Religion, Politik und Gewalt – ein umfassenderes Tagungsthema lässt sich kaum denken! Das hat etwas Einschüchterndes und etwas Befreiendes. Einerseits ist es ganz unmöglich, diesen weitgespannten Horizont in einführenden Überlegungen auch nur annähernd abzuschreiten. Deshalb möchte man’s eigentlich lieber gleich lassen. Andererseits befreit diese Unmöglichkeit von vornherein zur Perspektivität, dazu, nur einige Gesichtspunkte zu beleuchten, auf einige mögliche Zusammenhänge hinzuweisen, ohne erschöpfenden, ohnehin unerfüllbaren Rechtfertigungszwang. So will ich denn auch heute verfahren und bitte dafür um großzügige methodologische Nachsicht.

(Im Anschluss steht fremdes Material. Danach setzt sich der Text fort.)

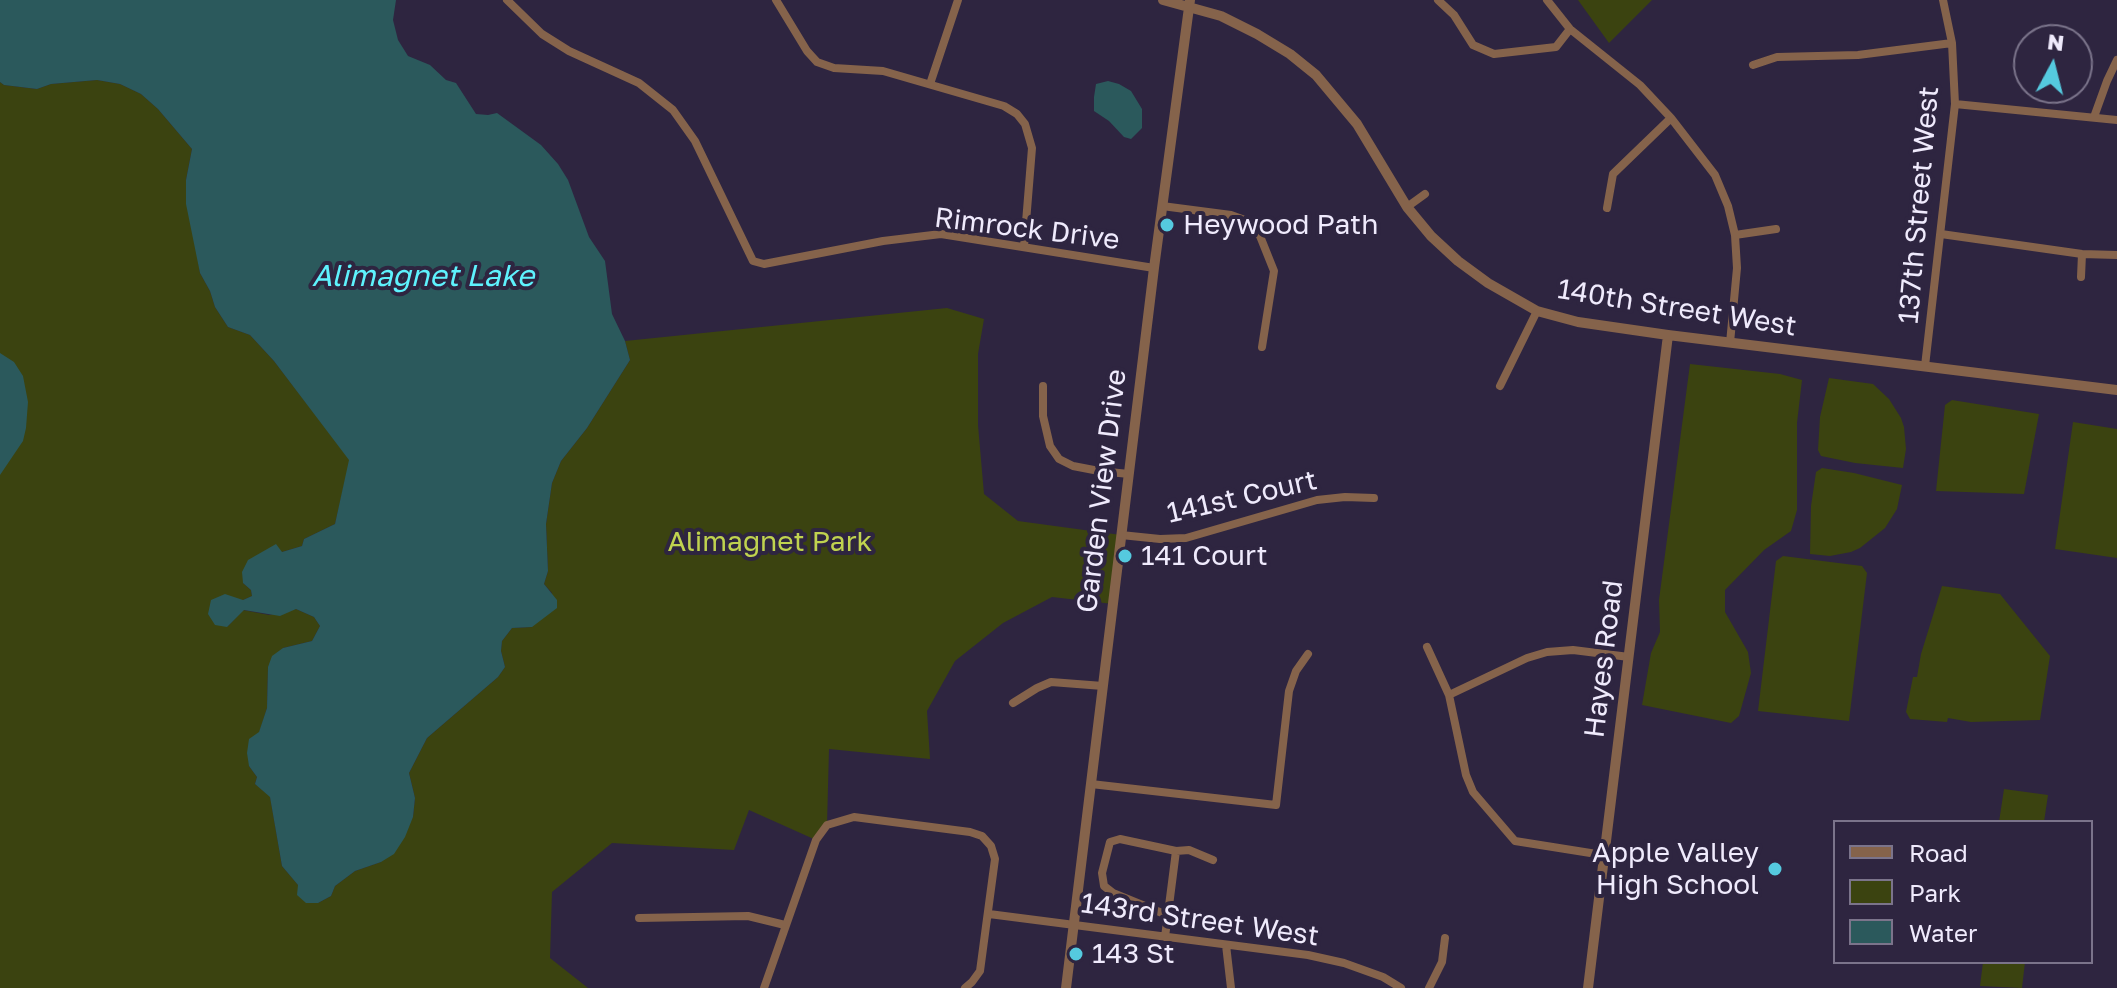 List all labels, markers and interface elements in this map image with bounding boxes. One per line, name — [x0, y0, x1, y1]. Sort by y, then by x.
north arrow — [2013, 24, 2093, 104]
text: N — [2046, 27, 2066, 56]
street label: 137th Street West — [1892, 85, 1946, 325]
street label: Rimrock Drive — [933, 201, 1121, 257]
place label: Heywood Path — [1183, 208, 1378, 242]
marker: Heywood Path — [1158, 216, 1176, 234]
water label: Alimagnet Lake — [312, 258, 534, 294]
street label: 140th Street West — [1555, 273, 1799, 343]
street label: Garden View Drive — [1070, 367, 1134, 615]
street label: 141st Court — [1164, 463, 1320, 531]
park label: Alimagnet Park — [668, 525, 872, 559]
place label: 141 Court — [1141, 539, 1268, 573]
marker: 141 Court — [1116, 547, 1134, 565]
street label: Hayes Road — [1578, 578, 1630, 740]
legend — [1833, 820, 2093, 964]
place label: Apple Valley High School — [1592, 836, 1759, 902]
text: Road — [1909, 838, 1968, 867]
marker: Apple Valley High School — [1766, 860, 1784, 878]
text: Park — [1909, 878, 1961, 907]
street label: 143rd Street West — [1079, 887, 1321, 953]
text: Water — [1909, 918, 1977, 947]
place label: 143 St — [1092, 937, 1175, 971]
marker: 143 St — [1067, 945, 1085, 963]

Als gelernte Philosophin neige ich dazu, mit Definitionen beginnen, damit wir uns darüber verständigen können, wovon überhaupt die Rede ist. Aber auch das würde hier ins Uferlose führen. Deshalb versuche ich es statt eines historischen, etymologischen oder systematischen Zugangs über Assoziationen und Intuitionen, die zwar ungeordnet sind, aber dafür vielleicht mehr einfangen können.

Zunächst: Man könnte bei der Reihenfolge der drei Begriffe an eine „absteigende“ Linie denken: vom eher Positiven, der Religion, über das Ambivalente, die Politik, bis zum schließlich ganz Negativen, der Gewalt. Zumal im Kontext eines Theologenkongresses löst „Religion“ ja durchaus positive Gefühle, moralische Assoziationen,  Erinnerungen an befreiende existenzielle Erfahrungen aus. Zugleich aber, und dies ist sicher einer der Gründe, warum Sie Ihr Thema gewählt haben, denkt man an dunkle Fundamentalismen, hierarchische Unterdrückungen, aufklärungsfeindliche und Gewalt fördernde Bevormundungen oder an Bigotterie. Neuerdings begegnet man der Religion in der Öffentlichkeit allerdings in Europa mit unerwarteter Neugier, z. T. sogar mit Respekt, wobei man sich des Eindrucks nicht ganz erwehren kann, dass wir in letzter Zeit Zeugen medialer „Schau(Bindestrich)Prozesse“ wurden ohne anhaltende tiefer gehende Wirkung; und dass der Respekt aus der Erwartung herrührt, Religionen könnten oder würden  bereits jetzt über die Medien neue innerweltliche Macht entfalten, weswegen wir sie nicht vernachlässigen dürften. Das spirituelle Zentrum von Religion, die nicht instrumentelle und nicht zu instrumentalisierende Beziehung zwischen Mensch und Gott, zwischen dem Menschen und dem Heiligen, treffen solche Überlegungen gerade nicht.  Ziemlich ambivalente Assoziationen also bereits in Verbindung mit dem Wort Religion.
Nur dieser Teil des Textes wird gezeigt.